Academic credibility was never a problem for President Obama, but it is a bit more of an issue for the man who might replace him, billionaire property tycoon Donald Trump. In the latest round of the legal battle over Trump University, which some former students are suing him over, the bequiffed presidential hopeful is fighting to block the release of videos of his recorded witness statement. Mark Sumner, from the US news site Daily Kos, said that Mr Trump’s campaign was “worried that Trump talking truthfully” about the project “might be used against him”, adding that it was likely it would be “sliced and diced” for use in attack ads. While he may worry about footage becoming public, Mr Sumner notes that those putting together ads against Mr Trump already have an “embarrassment of riches” from his gaffes outside the courtroom to work with.

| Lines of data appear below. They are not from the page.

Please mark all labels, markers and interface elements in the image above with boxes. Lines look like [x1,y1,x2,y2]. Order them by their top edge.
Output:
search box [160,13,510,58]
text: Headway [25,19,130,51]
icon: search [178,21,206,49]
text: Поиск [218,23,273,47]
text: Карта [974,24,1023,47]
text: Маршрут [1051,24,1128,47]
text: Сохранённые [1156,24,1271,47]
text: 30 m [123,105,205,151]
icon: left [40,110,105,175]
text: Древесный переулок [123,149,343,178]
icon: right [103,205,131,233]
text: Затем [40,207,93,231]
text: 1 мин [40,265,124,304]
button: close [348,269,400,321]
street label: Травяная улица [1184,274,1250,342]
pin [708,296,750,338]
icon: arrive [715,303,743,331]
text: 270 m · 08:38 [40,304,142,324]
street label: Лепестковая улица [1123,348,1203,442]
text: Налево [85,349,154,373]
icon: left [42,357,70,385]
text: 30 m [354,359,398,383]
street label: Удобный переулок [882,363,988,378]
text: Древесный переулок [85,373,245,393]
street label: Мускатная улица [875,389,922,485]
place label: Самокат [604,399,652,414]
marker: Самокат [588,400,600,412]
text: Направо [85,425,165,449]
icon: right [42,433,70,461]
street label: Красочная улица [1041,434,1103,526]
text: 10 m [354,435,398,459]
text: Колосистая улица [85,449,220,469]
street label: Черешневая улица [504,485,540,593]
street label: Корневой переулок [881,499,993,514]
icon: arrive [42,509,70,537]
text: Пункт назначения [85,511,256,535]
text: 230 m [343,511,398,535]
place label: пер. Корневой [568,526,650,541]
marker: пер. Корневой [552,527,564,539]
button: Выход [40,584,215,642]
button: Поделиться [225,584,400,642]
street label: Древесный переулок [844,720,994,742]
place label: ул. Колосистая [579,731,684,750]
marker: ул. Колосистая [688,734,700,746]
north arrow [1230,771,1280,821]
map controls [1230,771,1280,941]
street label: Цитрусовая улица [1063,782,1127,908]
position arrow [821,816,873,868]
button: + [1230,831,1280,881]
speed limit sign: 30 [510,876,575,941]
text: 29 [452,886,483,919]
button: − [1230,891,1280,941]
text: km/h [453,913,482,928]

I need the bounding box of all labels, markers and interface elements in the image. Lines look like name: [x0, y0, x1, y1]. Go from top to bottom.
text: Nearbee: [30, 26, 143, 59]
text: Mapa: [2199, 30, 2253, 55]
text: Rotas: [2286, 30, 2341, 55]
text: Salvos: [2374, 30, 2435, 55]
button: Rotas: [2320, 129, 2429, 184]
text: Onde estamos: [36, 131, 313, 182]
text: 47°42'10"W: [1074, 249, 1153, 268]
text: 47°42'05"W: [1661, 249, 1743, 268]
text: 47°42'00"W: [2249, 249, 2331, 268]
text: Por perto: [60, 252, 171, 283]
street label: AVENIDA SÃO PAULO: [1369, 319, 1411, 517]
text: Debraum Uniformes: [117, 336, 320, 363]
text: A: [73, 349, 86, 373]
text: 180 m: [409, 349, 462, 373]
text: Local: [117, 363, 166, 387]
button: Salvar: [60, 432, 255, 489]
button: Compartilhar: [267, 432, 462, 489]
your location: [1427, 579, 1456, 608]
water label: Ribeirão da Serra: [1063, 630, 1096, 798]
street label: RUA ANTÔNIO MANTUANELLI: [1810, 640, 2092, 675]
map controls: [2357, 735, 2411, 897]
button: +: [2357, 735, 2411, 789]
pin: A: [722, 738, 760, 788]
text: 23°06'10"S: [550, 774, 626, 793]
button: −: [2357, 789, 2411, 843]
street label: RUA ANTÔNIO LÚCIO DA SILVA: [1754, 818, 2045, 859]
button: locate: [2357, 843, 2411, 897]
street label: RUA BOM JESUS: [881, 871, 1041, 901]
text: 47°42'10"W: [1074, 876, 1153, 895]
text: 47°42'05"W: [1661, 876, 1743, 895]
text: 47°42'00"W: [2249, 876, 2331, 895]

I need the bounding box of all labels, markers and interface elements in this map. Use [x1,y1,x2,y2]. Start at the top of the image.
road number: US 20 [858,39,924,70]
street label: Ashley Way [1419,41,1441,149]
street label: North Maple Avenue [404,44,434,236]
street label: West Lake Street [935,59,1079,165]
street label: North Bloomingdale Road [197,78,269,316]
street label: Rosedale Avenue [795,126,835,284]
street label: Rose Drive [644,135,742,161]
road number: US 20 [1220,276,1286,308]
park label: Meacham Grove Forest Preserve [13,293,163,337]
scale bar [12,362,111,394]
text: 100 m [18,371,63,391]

The fallout from Brexit has continued for higher education, with a Welsh university claiming that it has already lost dozens of potential students from Europe after the referendum result. “Over 100 European students have withdrawn their applications to us at this point, 50 by the end of [the Friday after the referendum],” John Grattan, acting vice-chancellor of Aberystwyth University, told a graduation ceremony last week, BBC News reported. “That’s a stunning impact on our finances – there are 120,000 European students at British universities,” added Professor Grattan in his downbeat address. “All UK universities have said that prospective students that had accepted firm offers are now withdrawing them, and we are no exception,” added a university spokesman.